Release Date: March 10th 2023
Reviewed by: Joshua Andre
- Rose Colored Lenses
- Thousand Miles (feat. Brandi Carlile)
- Violet Chemistry
- Muddy Feet (feat. Sia)
- Wonder Woman
- Flowers (Demo)
Here’s a phrase I’d never thought I’d write. I’m about to dive deep into Miley Cyrus’s new album Endless Summer Vacation. Boy… here we go. With Miley being a controversial person within the last decade, ever since Can’t Be Tamed and Bangerz released, as well as her personal drama being aired for the whole world to see (inclusive of her marriage breakdown to Liam Hemsworth); I think many of us started to write her off. Write her off as a person, maybe as an artist, or quite possibly as a role model. I know I did. When I first heard about Miley, it was through her Hannah Montana stuff, and then through her role in The Last Song. Her acting left much to be desired. I mean, it was alright. But it was Miley’s singing that blew me away. When “When I Look At You” released in 2010, I was surprised in a good way, and thought that she’d be big, popular and influential. Fast forward to now, and Miley has taken the world by storm and has changed the pop scene. But… not in the way that I and many others would have thought and maybe hoped. Probably in a more crass, crude, risqué and overtly sexual way than we were once led to believe. I thought that once Miley, the sweet girl who graced our screens on the Disney Channel, sung about sex and relationships and one night stands both in Can’t Be Tamed and Bangerz; that was it. Sure, she’d be popular, but there was no way that I could listen to another Miley song and my soul be lifted up and edified. Those two were just incompatible and that was the way that it was.
Yet… there are still Miley songs now that inspire and encourage and are just plain fun to listen to. Not a lot, but some. “Malibu”, “Wrecking Ball”, and “Younger Now” in particular are tracks that do enlighten my heart and my soul. Not on the same level as “The Climb”, “When I Look At You” or the pop dance number “Party In The USA”; but those other melodies stumped me. Was I being too critical of Miley and perhaps should I have judged her music with a different barometer to her personal life? When “Flowers” blew up this year to the surprise of maybe half of us; I didn’t think anything of it. But then everyone started covering the song. Music Travel Love, Bella Taylor Smith, Halocene, Our Last Night, Madilyn Bailey, Boyce Avenue, First To Eleven… the list goes on and on. I knew that I had to dive back into Miley… and here I am. I didn’t really grow up with Miley, so when she created music that was much more ‘mature’ and ‘adult’ than anyone was expecting back when she was still 17 or 18; it didn’t really faze me all that much. And so, diving back into Miley, not as an avid fan or even a casual fan, but rather as an observer of popular music and of hopefully good music; does Endless Summer Vacation rate high amongst albums of this year; and more importantly, is this project healthy for the soul as a Christian? The answer… depends on how you define ‘healthy for the soul’. But objectively, Miley is a powerful and inspiring artist that is changing the world for good and is singing about a lot of relatable and relevant issues.

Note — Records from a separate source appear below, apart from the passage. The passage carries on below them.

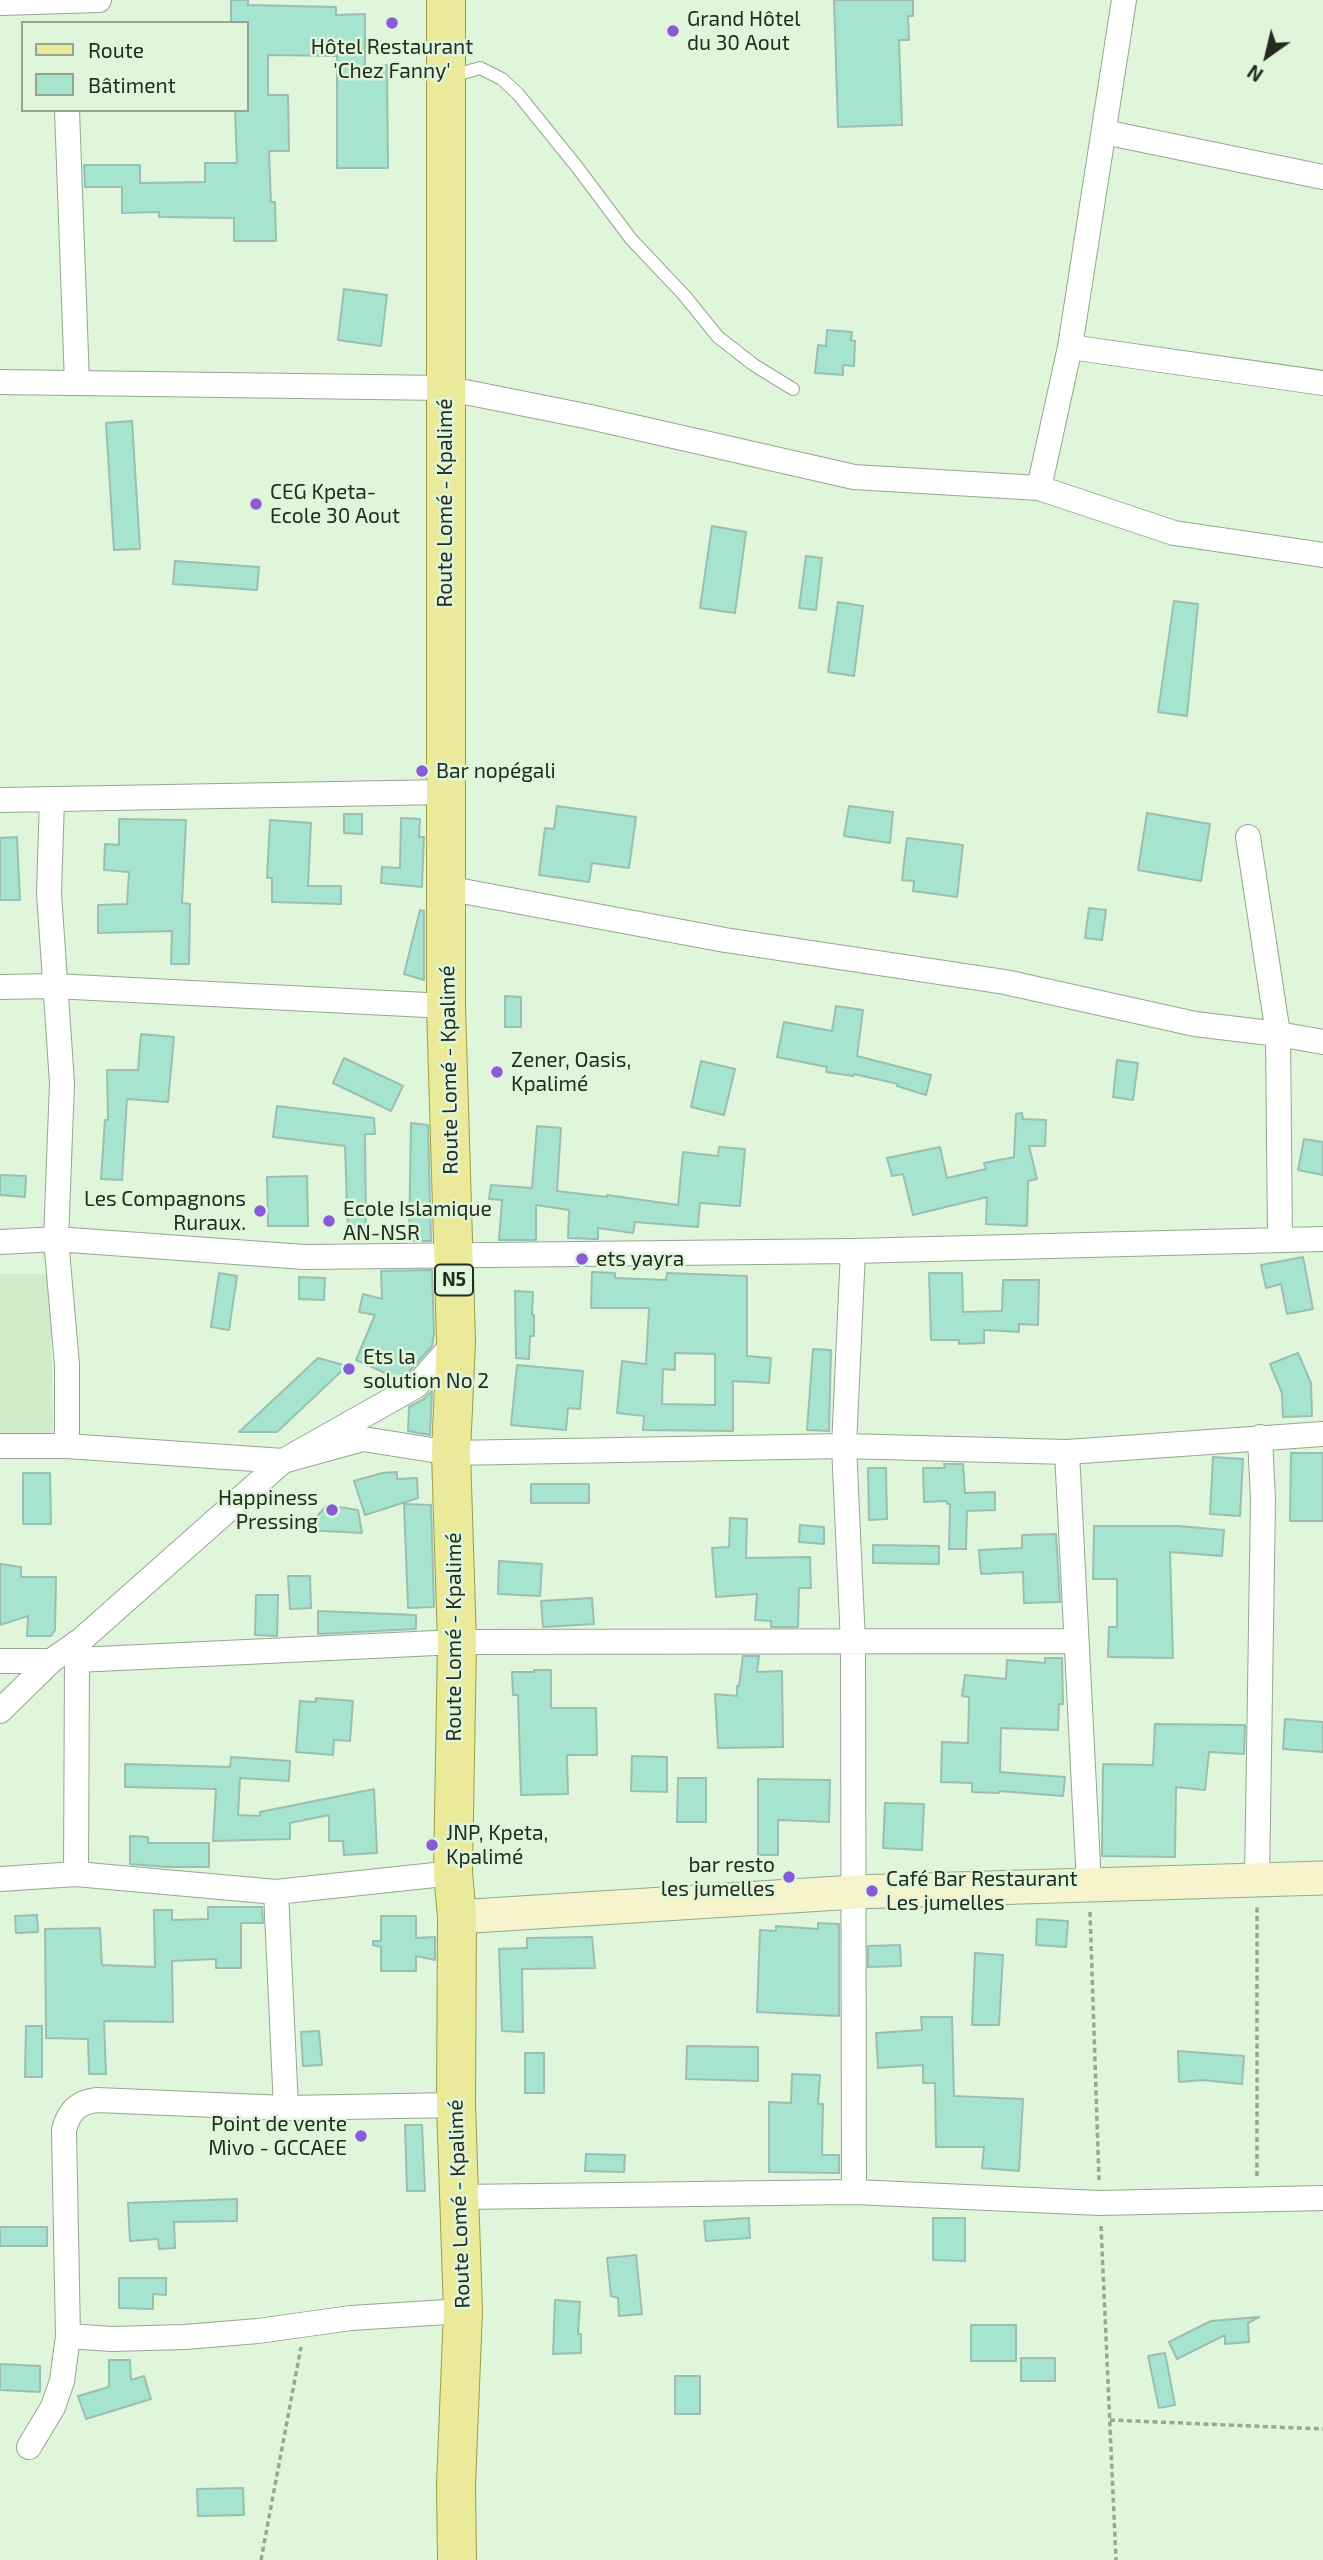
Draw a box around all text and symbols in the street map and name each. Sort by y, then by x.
place label: Grand Hôtel du 30 Aout [687,6,801,56]
marker: Hôtel Restaurant 'Chez Fanny' [384,15,400,31]
legend [21,21,248,112]
north arrow [1232,21,1302,91]
marker: Grand Hôtel du 30 Aout [665,23,681,39]
place label: Hôtel Restaurant 'Chez Fanny' [311,34,473,84]
text: Route [88,37,144,62]
text: N [1243,60,1267,87]
text: Bâtiment [88,72,176,97]
street label: Route Lomé - Kpalimé [432,398,458,608]
place label: CEG Kpeta- Ecole 30 Aout [270,479,400,529]
marker: CEG Kpeta- Ecole 30 Aout [248,496,264,512]
place label: Bar nopégali [436,758,556,784]
marker: Bar nopégali [414,763,430,779]
street label: Route Lomé - Kpalimé [435,965,463,1175]
place label: Zener, Oasis, Kpalimé [511,1047,631,1097]
marker: Zener, Oasis, Kpalimé [489,1064,505,1080]
place label: Les Compagnons Ruraux. [84,1186,246,1236]
place label: Ecole Islamique AN-NSR [343,1196,492,1246]
marker: Les Compagnons Ruraux. [252,1203,268,1219]
marker: Ecole Islamique AN-NSR [321,1213,337,1229]
place label: ets yayra [596,1246,684,1272]
marker: ets yayra [574,1251,590,1267]
road number: N5 [435,1264,473,1296]
place label: Ets la solution No 2 [363,1344,489,1394]
marker: Ets la solution No 2 [341,1361,357,1377]
place label: Happiness Pressing [218,1485,318,1535]
marker: Happiness Pressing [324,1502,340,1518]
street label: Route Lomé - Kpalimé [441,1532,467,1742]
place label: JNP, Kpeta, Kpalimé [446,1820,548,1870]
marker: JNP, Kpeta, Kpalimé [424,1837,440,1853]
place label: bar resto les jumelles [661,1852,775,1902]
place label: Café Bar Restaurant Les jumelles [886,1866,1077,1916]
marker: bar resto les jumelles [781,1869,797,1885]
marker: Café Bar Restaurant Les jumelles [864,1883,880,1899]
street label: Route Lomé - Kpalimé [443,2099,475,2309]
place label: Point de vente Mivo - GCCAEE [208,2111,347,2161]
marker: Point de vente Mivo - GCCAEE [353,2128,369,2144]

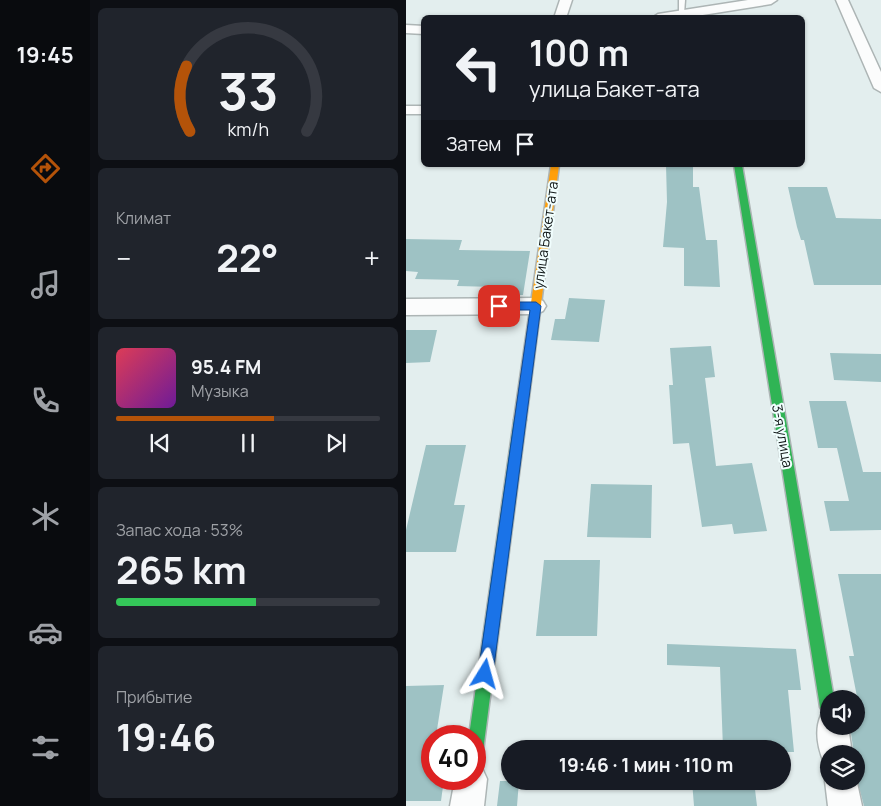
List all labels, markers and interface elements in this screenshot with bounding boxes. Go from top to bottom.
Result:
text: 100 m [529,29,629,77]
icon: left [446,35,511,100]
text: 19:45 [16,40,74,70]
text: 33 [218,55,278,126]
text: улица Бакет-ата [529,74,700,104]
text: km/h [227,117,269,141]
icon: arrive [511,130,539,158]
text: Затем [446,131,501,157]
icon: directions [28,151,63,186]
street label: улица Бакет-ата [528,180,562,290]
text: Климат [116,207,171,229]
text: 22° [216,231,279,283]
text: − [116,239,131,277]
text: + [364,239,380,277]
icon: music [28,267,63,302]
pin [478,285,520,327]
icon: arrive [485,292,513,320]
text: 95.4 FM [191,354,261,380]
text: Музыка [191,380,249,402]
icon: phone [28,383,63,418]
street label: 3-я улица [768,403,798,469]
icon: previous [146,429,174,457]
icon: pause [234,429,262,457]
icon: next [322,429,350,457]
icon: climate [28,499,63,534]
text: Запас хода · 53% [116,519,243,541]
text: 265 km [116,543,247,595]
icon: car [28,615,63,650]
position arrow [458,647,510,699]
text: Прибытие [116,686,192,708]
map controls [820,690,865,790]
button: sound [820,690,865,735]
text: 19:46 [116,710,216,762]
speed limit sign: 40 [421,725,486,790]
icon: filters [28,730,63,765]
button: layers [820,745,865,790]
text: 19:46 · 1 мин · 110 m [559,752,733,778]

Is it best to know every intricate detail of Miley’s life before entering the album that is Endless Summer Vacation? Maybe, maybe not. Regardless, I went in not knowing much of ‘current’ Miley and treating her like I would a new artist. To that end, Endless Summer Vocation is a literal masterpiece, and it partly is due to the smash hit single “Flowers”. Opening and closing the album with “Flowers” (the demo of “Flowers” ends the album!), Miley powerfully and skilfully sings out and declares the theme of female empowerment and independence, saying that she doesn’t need a man to make her happy, content, satisfied and fulfilled. A song that outlines that we shouldn’t place our self-worth with any particular person, and instead find the love we need from within; this song is a game changer. Of course, there are songs in CCM that speak about relying on Jesus for our source of strength and our Hope and our Living Water. That’s par for the course of CCM; but I don’t think anything in mainstream music mentions anything that explicit or overt about not relying on anyone else for your identity. Sure, this song doesn’t speak about Jesus, but it does pose the question of ‘where do you get your worth from if not from others?’, and this song will spark a conversation about whether placing your worth in others is misguided or needed in today’s society. Of course, you can depend on or rely on friends and family; but ultimately you need to live your life and you yourself need to be happy with the decisions you have made. And I think that’s where “Flowers” succeeds, and it’s because Miley sings about real life and about realising that you can love yourself even if others don’t, and though it’s not ideal, you can feel good about yourself because you made a choice and you don’t need to second guess yourself based on the opinions of others. Similar in theme to “Dare You To Move” from Switchfoot; “Flowers” sets the tone for Endless Summer Vacation in that Miley’s new album is a ball of energy, but she still delves into powerful, honest, personal, and vulnerable material as well.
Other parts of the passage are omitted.